You are a winner of the recently concluded PW 2nd anniversary poetry competition co-sponsored by The Arts Muse Fair.  How do you describe that moment?

It was really a happy one. To be regarded as a poet alone is humbling, so it will always be a thing of joy and honor to win anything that has to do with poetry. Also, huge thanks to The Arts-Muse Fair for supporting movements such as the PW.

What purpose does poetry serve for you and what's your idea of an ideal poem?

Essentially, Poetry brings me closer to myself and to the universe, I am able to truly evaluate and introspect both when I write, and so most of my writings are just a reflection of these. Then I really love the euphoria of that creativeness and flow that just takes you over while at it. I am a human who's mostly on the "energy saving mode", both the mental, the physical and the emotional energy, so my ideal kind of poem is the one that provokes me with its OWN energy, irresistibly jumping me to life, You know... coursing its electric ripples through the still lakes of my soul. That's an ideal poem for me.

Can you take us through a social issue you're very passionate about and what you think can be done about it?

It has to be our poor attitudes to the natural environment. Our social patterns of thoughts and actions have really harmed the planet. The earth is 4,5 Billion years old, mankind is only about 140,000 years old. If you condense the earth's lifespan into 24 hours, then humans have only been here for 3 seconds!
Yet look what we have done to the planet! We have changed the climate, drove animals we met here to extinction, poisoned the air, the oceans and the soil, melted glaciers and destroyed beaches. We now have stronger floods, stronger storms, hotter radiations, warmer air, brief winters and irregular rain patterns. Our water bodies are drying up, the Lake Chad is a heartbreaking example of that. Deserts are getting drier and forests are fast becoming bare lands. We are destroying the earth, the only place that tolerates life in the entire Universe, so much that we are already searching for new homes in mars and the moon - in just 3 seconds of our existence here.

The Good news is that the impending cataclysms that await the future generations can be pacified, if we change our attitudes to nature. We should endeavour to plant more trees as a replacement for the ones we remove, landscape our cities and homes with greeneries, reduce our emission levels, switch to alternative energy sources away from fossil energy, protect natural ecosystems and wildlife, handle wastes responsibly and engage sustainable agriculture. Many UN policies are driving towards solving these problems. It can also begin with you. We did the damage, so it's only fair that we fix it.
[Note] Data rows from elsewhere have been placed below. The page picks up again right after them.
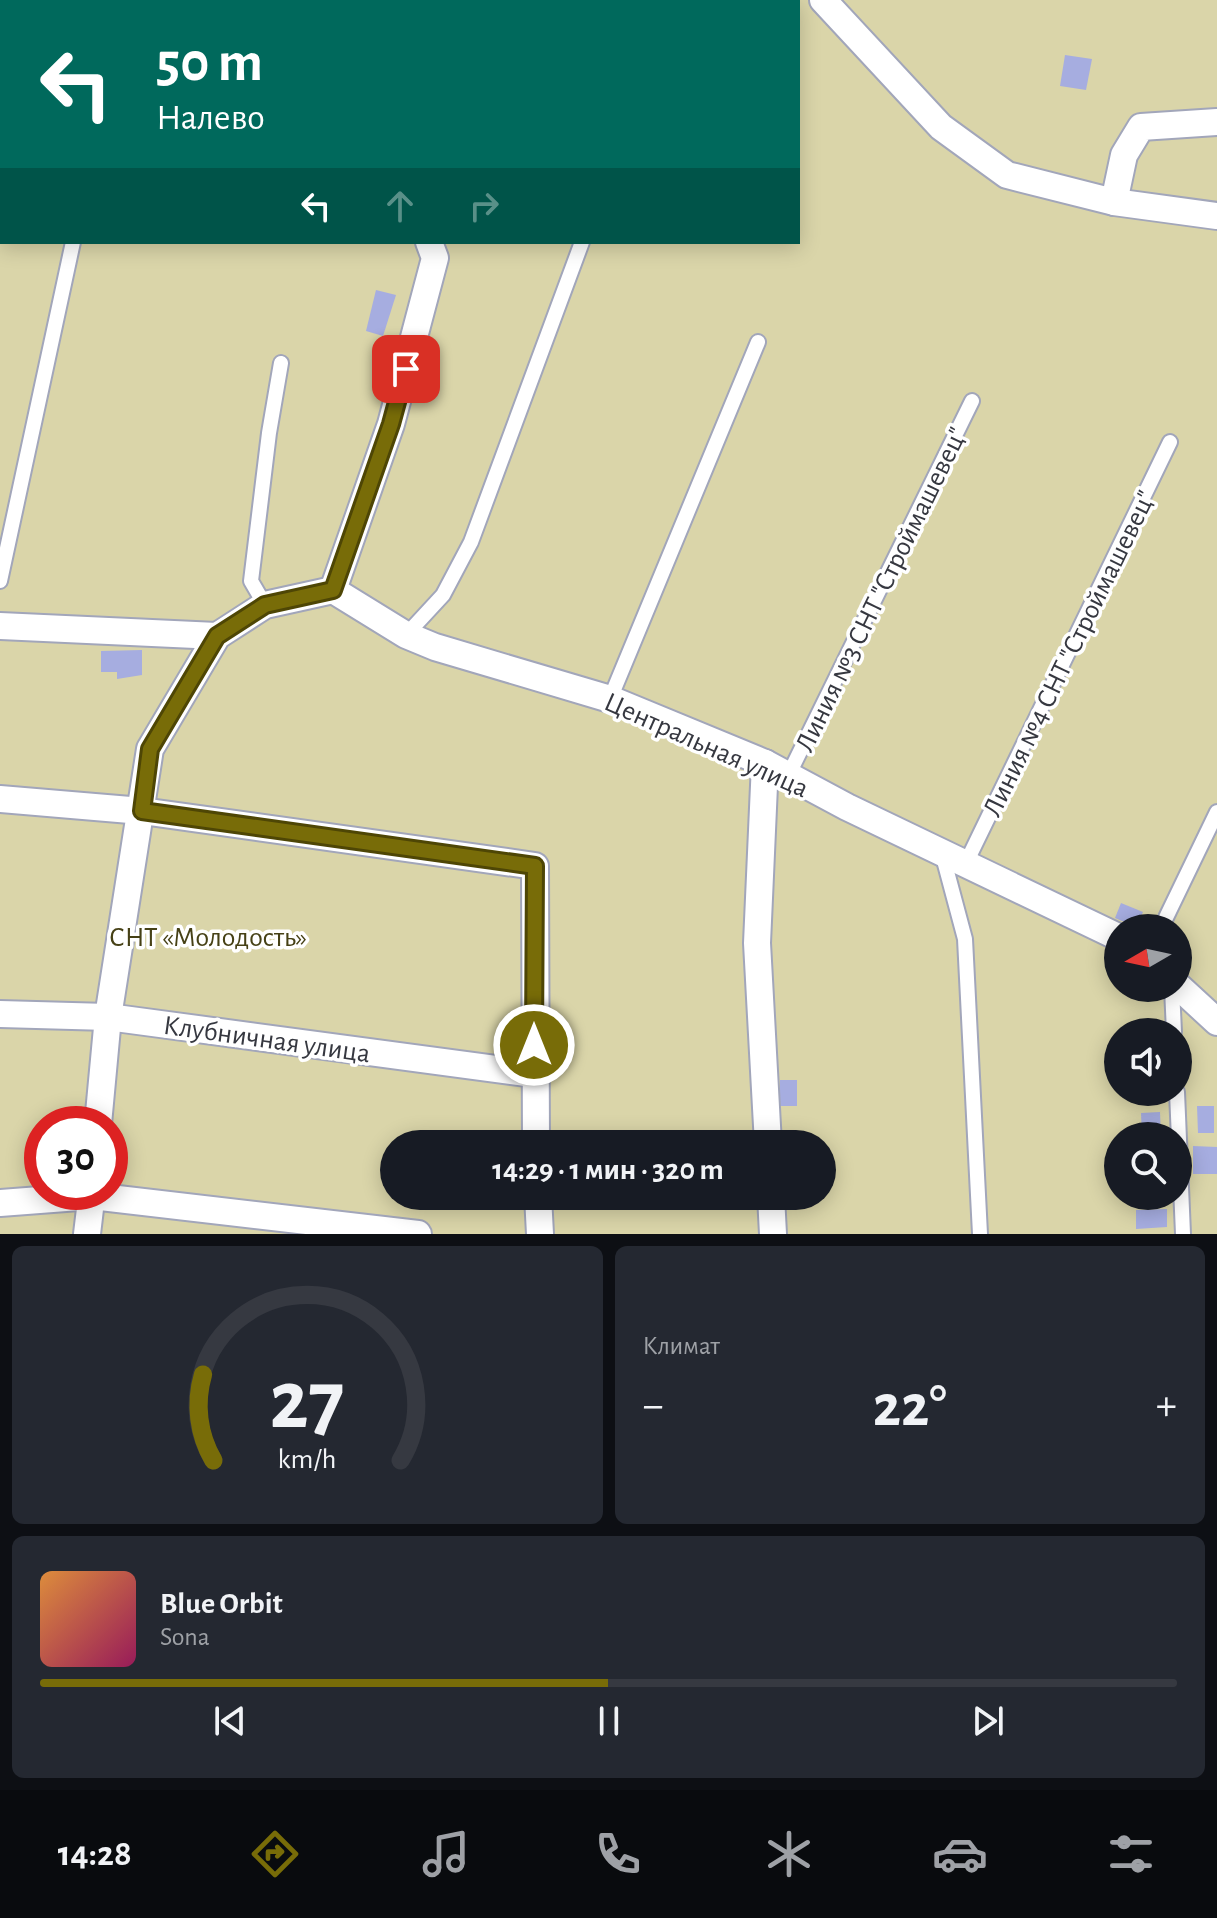 <!DOCTYPE html>
<html lang="ru">
<meta charset="utf-8">
<style>
body{margin:0;font-family:"Alegreya Sans",sans-serif;background:#242831;color:#f1f3f6;height:100vh;display:flex;flex-direction:column;font-size:30px;white-space:nowrap}
*{box-sizing:border-box;margin:0}
p{font-size:26px;color:#9ea1a6}
.icon{flex:none;width:44px;height:44px;fill:none;stroke:currentColor;stroke-width:2;stroke-linecap:round;stroke-linejoin:round}
.map{position:relative;height:1234px;overflow:hidden}
.side{display:flex;flex-direction:column;gap:12px;padding:12px;background:#0d0f14;flex:1}
.side>*{flex:none}
.top-card{position:absolute;left:0px;top:0px;width:800px;height:244px;box-shadow:0 4px 20px #0003;background:#00695c;color:#fff;overflow:hidden}
.needle{width:52px;rotate:261deg}
.fabs{position:absolute;left:1104px;top:914px;display:grid;gap:16px}
.fabs a{display:grid;place-items:center;width:88px;height:88px;border-radius:50%;background:#171b24;box-shadow:0 4px 20px #0003;font-size:40px}
.speed{position:absolute;left:24px;top:1106px;display:flex;gap:16px;font-size:40px;font-weight:700;text-align:center}
.speed>*{display:grid;place-content:center;width:104px;height:104px;border-radius:50%;background:#171b24;box-shadow:0 4px 20px #0003;line-height:1}
.speed .limit{border:12px solid #d22;background:#fff;color:#111}
.pin{position:absolute;display:grid;place-items:center;width:68px;height:68px;color:#fff;margin:-34px;border-radius:16px;box-shadow:0 4px 12px #0006}
.me{position:absolute;width:88px;margin:-44px;rotate:0deg;stroke-linejoin:round;filter:drop-shadow(0 0 6px #0008)}
.turn{display:flex;align-items:center;gap:28px;height:168px;padding:0 24px;font-size:36px}
.turn .icon{width:104px;height:104px;stroke-width:2.5}
.turn b{display:block;font-size:56px;line-height:68px}
.lanes{display:flex;align-items:center;height:76px;padding:0 24px;background:#0003;justify-content:center;gap:40px;direction:ltr}
.lanes .off{opacity:.35}
.big{font-size:60px;font-weight:600;line-height:1.1}
.side .card{flex:1;display:flex;flex-direction:column;justify-content:center;gap:12px;min-width:0;padding:0 28px;border-radius:12px;background:#242831}
.side .dial{align-items:center;gap:0}
.dial svg{height:208px;overflow:visible;fill:none;stroke:#363941;stroke-width:7;stroke-linecap:round;text-anchor:middle}
.dial text{fill:#f1f3f6;stroke:none}
.song{display:flex;align-items:center;gap:24px}
.cover{width:96px;height:96px;border-radius:12px;background:linear-gradient(135deg,hsl(30 70% 55%),hsl(330 70% 35%))}
.played{height:8px;border-radius:4px;background:linear-gradient(90deg,#786c08 50%,#363941 50%)}
.keys{display:flex;justify-content:space-around;direction:ltr}
.heat{display:flex;justify-content:space-between;align-items:center;font-size:44px;direction:ltr}
.side .tiles{flex:1;display:grid;gap:12px;grid-template-columns:1fr 1fr}
.card:last-child{grid-column:span 2}
.trip{position:absolute;left:380px;top:1130px;width:456px;height:80px;border-radius:40px;background:#171b24;box-shadow:0 4px 20px #0003;font-weight:600;line-height:80px;text-align:center}
.tabs{display:flex;height:128px;justify-content:space-around;align-items:center;background:#090b0e;color:#9ea1a6}
.tabs .icon{width:56px;height:56px}
.tabs .active{color:#786c08}
.tabs b{font-size:36px;color:#f1f3f6}
.map>svg:first-child{display:block}
.green{fill:#dad5a9;fill-rule:evenodd}
.water{fill:#918a55;stroke:#76714f;stroke-width:2}
.building{fill:#a6ade0}
.lines{fill:none;stroke-linecap:round;stroke-linejoin:round}
.service-casing{stroke:#a2a6ba;stroke-width:18}
.minor-casing{stroke:#a2a6ba;stroke-width:30}
.service{stroke:#fff;stroke-width:14}
.minor{stroke:#fff;stroke-width:26}
.route-casing{stroke:#4e4605;stroke-width:20}
.route{stroke:#786c08;stroke-width:14}
.labels{text-anchor:middle;stroke-width:7;stroke-linejoin:round;paint-order:stroke}
.street-label{font-size:28px;fill:#363840;stroke:#fff}
.park-label{font-size:28px;fill:#464116;stroke:#fff}
</style>
<div class="map">
<svg width="1217" height="1234" viewBox="0 0 1217 1234">
<rect width="100%" height="100%" fill="#dfe2f8"/>
<!-- green -->
<path class="green" d="M 0,0 L 1217,0 L 1217,1234 L 0,1234 ZM 2,2 L 798,2 L 798,242 L 2,242 ZM 1118,928 L 1178,928 L 1178,988 L 1118,988 ZM 1118,1032 L 1178,1032 L 1178,1092 L 1118,1092 ZM 42,1124 L 110,1124 L 110,1192 L 42,1192 ZM 1118,1136 L 1178,1136 L 1178,1196 L 1118,1196 ZM 394,1144 L 822,1144 L 822,1196 L 394,1196 Z"/>
<!-- water -->
<path class="water" d="M 0,0 L 78,2 L 2,2 L 2,75 Z"/>
<!-- building -->
<g class="building">
<path d="M 1065,55 L 1092,59 L 1086,90 L 1060,86 Z"/>
<path d="M 376,290 L 396,295 L 383,336 L 366,331 Z"/>
<path d="M 142,650 L 142,675 L 117,679 L 117,672 L 101,672 L 101,651 Z"/>
<path d="M 1121,903 L 1143,912 L 1136,927 L 1115,918 Z"/>
<rect x="780" y="1080" width="17" height="26"/>
<path d="M 1197,1106 L 1214,1106 L 1214,1133 L 1198,1133 Z"/>
<path d="M 1160,1112 L 1161,1136 L 1142,1136 L 1141,1113 Z"/>
<path d="M 1193,1146 L 1217,1147 L 1217,1174 L 1193,1174 Z"/>
<path d="M 1167,1209 L 1167,1227 L 1136,1229 L 1136,1210 Z"/>
</g>
<g class="lines">
<!-- service casing -->
<g class="service-casing">
<g id="service">
<path d="M 0,581 L 73,242"/>
<path d="M 265,605 L 251,581 L 269,433 L 281,363"/>
<path d="M 406,635 L 443,595 L 471,542 L 582,242"/>
<path d="M 610,699 L 758,342"/>
<path d="M 788,776 L 972,401"/>
<path d="M 942,853 L 965,939 L 980,1234"/>
<path d="M 966,863 L 1170,442"/>
<path d="M 1161,928 L 1217,812"/>
<path d="M 1172,988 L 1174,1032"/>
<path d="M 1177,1092 L 1183,1234"/>
</g>
</g>
<!-- minor casing -->
<g class="minor-casing">
<g id="minor">
<path d="M 388,0 L 389,2"/>
<path d="M 823,0 L 941,127 L 1007,175 L 1114,202 L 1217,216"/>
<path d="M 1114,202 L 1124,155 L 1141,127 L 1217,122"/>
<path d="M 333,590 L 406,635 L 435,647 L 610,699 L 765,763 L 847,807 L 1118,937"/>
<path d="M 333,590 L 391,424 L 435,258 L 429,242"/>
<path d="M 0,626 L 217,636"/>
<path d="M 765,763 L 757,943 L 768,1144"/>
<path d="M 0,799 L 142,811 L 535,866 L 536,1144"/>
<path d="M 1178,986 L 1217,1022"/>
<path d="M 0,1014 L 108,1017 L 534,1074"/>
<path d="M 98,1124 L 108,1017 L 150,749 L 217,636 L 265,605 L 333,590"/>
<path d="M 538,1196 L 540,1234"/>
<path d="M 771,1196 L 773,1234"/>
<path d="M 0,1203 L 92,1196 L 418,1234"/>
<path d="M 87,1234 L 92,1192"/>
</g>
</g>
<!-- service -->
<use href="#service" class="service"/>
<!-- minor -->
<use href="#minor" class="minor"/>
</g>
<g class="lines">
<!-- route casing -->
<g class="route-casing">
<path id="route" d="M 406,369 L 391,424 L 333,590 L 265,605 L 217,636 L 150,749 L 142,811 L 535,866 L 534,1045"/>
</g>
<!-- route -->
<use href="#route" class="route"/>
</g>
<g class="labels">
<!-- street labels -->
<g class="street-label">
<text transform="translate(880 589) rotate(-64)" y="10">Линия №3 СНТ "Строймашевец"</text>
<text transform="translate(1068 653) rotate(-64)" y="10">Линия №4 СНТ "Строймашевец"</text>
<text transform="translate(707 744) rotate(24)" y="10">Центральная улица</text>
<text transform="translate(267 1038) rotate(8)" y="10">Клубничная улица</text>
</g>
<!-- park labels -->
<g class="park-label">
<text x="208" y="946">СНТ «Молодость»</text>
</g>
</g>
</svg>
<div class="fabs">
<a><svg class="needle" viewBox="-14 -14 28 28"><path d="M0-13l5 13h-10z" fill="#e53935"/><path d="M0 13l5-13h-10z" fill="#9ea1a6"/></svg></a>
<a><svg class="icon" aria-label="sound" viewBox="0 0 24 24"><path d="M4 9h4l5-4v14l-5-4H4zM17 9q2 3 0 6"/></svg></a>
<a><svg class="icon" aria-label="search" viewBox="0 0 24 24"><circle cx="10" cy="10" r="6"/><path d="M15 15l6 6"/></svg></a>
</div>
<div class="speed"><div class="limit">30</div></div>
<div class="pin" style="left:406px;top:369px;background:#d93025"><svg class="icon" aria-label="arrive" viewBox="0 0 24 24"><path d="M6 21V4h12l-3 4 3 4H6"/></svg></div>
<svg class="me" style="left:534px;top:1045px" viewBox="-20 -20 40 40"><circle r="17" fill="#786c08" stroke="#fff" stroke-width="3"/><path d="M0-11L8 9 0 5-8 9z" fill="#fff"/></svg>
<div class="trip">14:29 · 1 мин · 320 m</div>
<div class="top-card">
<div class="turn"><svg class="icon" aria-label="left" viewBox="0 0 24 24"><path d="M17 20v-9H6M10 6l-5 5 5 5"/></svg><div><b>50 m</b>Налево</div></div>
<div class="lanes"><svg class="icon" aria-label="left" viewBox="0 0 24 24"><path d="M17 20v-9H6M10 6l-5 5 5 5"/></svg><svg class="icon off" aria-label="ahead" viewBox="0 0 24 24"><path d="M12 20V5M6 11l6-6 6 6"/></svg><svg class="icon off" aria-label="right" viewBox="0 0 24 24"><path d="M7 20v-9h11M14 6l5 5-5 5"/></svg></div>
</div>
</div>
<section class="side">
<div class="tiles">
<div class="card dial"><svg viewBox="0 0 100 80">
<path d="M14 69A42 42 0 1 1 86 69"/>
<path d="M14 69A42 42 0 0 1 10 36" stroke="#786c08"/>
<text x="50" y="56" font-size="32" font-weight="700">27</text>
<text x="50" y="72" font-size="11">km/h</text>
</svg></div>
<div class="card"><p>Климат</p>
<div class="heat"><a>−</a><b class="big">22°</b><a>+</a></div>
</div>
<div class="card">
<div class="song"><i class="cover"></i><div><b>Blue Orbit</b><p>Sona</p></div></div>
<div class="played"></div>
<div class="keys"><svg class="icon" aria-label="previous" viewBox="0 0 24 24"><path d="M18 5L8 12l10 7zM5 5v14"/></svg><svg class="icon" aria-label="pause" viewBox="0 0 24 24"><path d="M8 5v14M16 5v14"/></svg><svg class="icon" aria-label="next" viewBox="0 0 24 24"><path d="M6 5l10 7-10 7zM19 5v14"/></svg></div>
</div>
</div>
</section>
<nav class="tabs">
<b>14:28</b>
<svg class="icon active" aria-label="directions" viewBox="0 0 24 24"><path d="M12 3l9 9-9 9-9-9zM9 14v-3h6M13 9l2 2-2 2"/></svg>
<svg class="icon" aria-label="music" viewBox="0 0 24 24"><path d="M9 18V5l10-2v13"/><circle cx="6" cy="18" r="3"/><circle cx="16" cy="16" r="3"/></svg>
<svg class="icon" aria-label="phone" viewBox="0 0 24 24"><path d="M5 4h4l2 5-3 2q2 4 5 5l2-3 5 2v4C11 20 4 13 5 4z"/></svg>
<svg class="icon" aria-label="climate" viewBox="0 0 24 24"><path d="M12 3v18M4 7l16 10M4 17L20 7"/></svg>
<svg class="icon" aria-label="car" viewBox="0 0 24 24"><path d="M5 17H2v-5l4-1 3-4h7l3 4 3 1v5h-3M9 17h6M6 11h13"/><circle cx="7" cy="17" r="2"/><circle cx="17" cy="17" r="2"/></svg>
<svg class="icon" aria-label="filters" viewBox="0 0 24 24"><path d="M4 7h16M4 17h16"/><circle cx="9" cy="7" r="2"/><circle cx="15" cy="17" r="2"/></svg>
</nav>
What advice do you have for budding writers?

The advice is to read and be yourself - don't write for acceptance. Many budding writers may find the advice too simplistic and ordinary, but there's no other advice that holds water if one truly aspires to become a writer - or anything at all. Read everything that dares to cross your vision, from signposts, to plate numbers, to product sachets to emblems. Just read - randomly and deliberately. You simply can't give what you don't have, and the only way to give content is to have content. The only way to contain anything meaningful is to read - voraciously.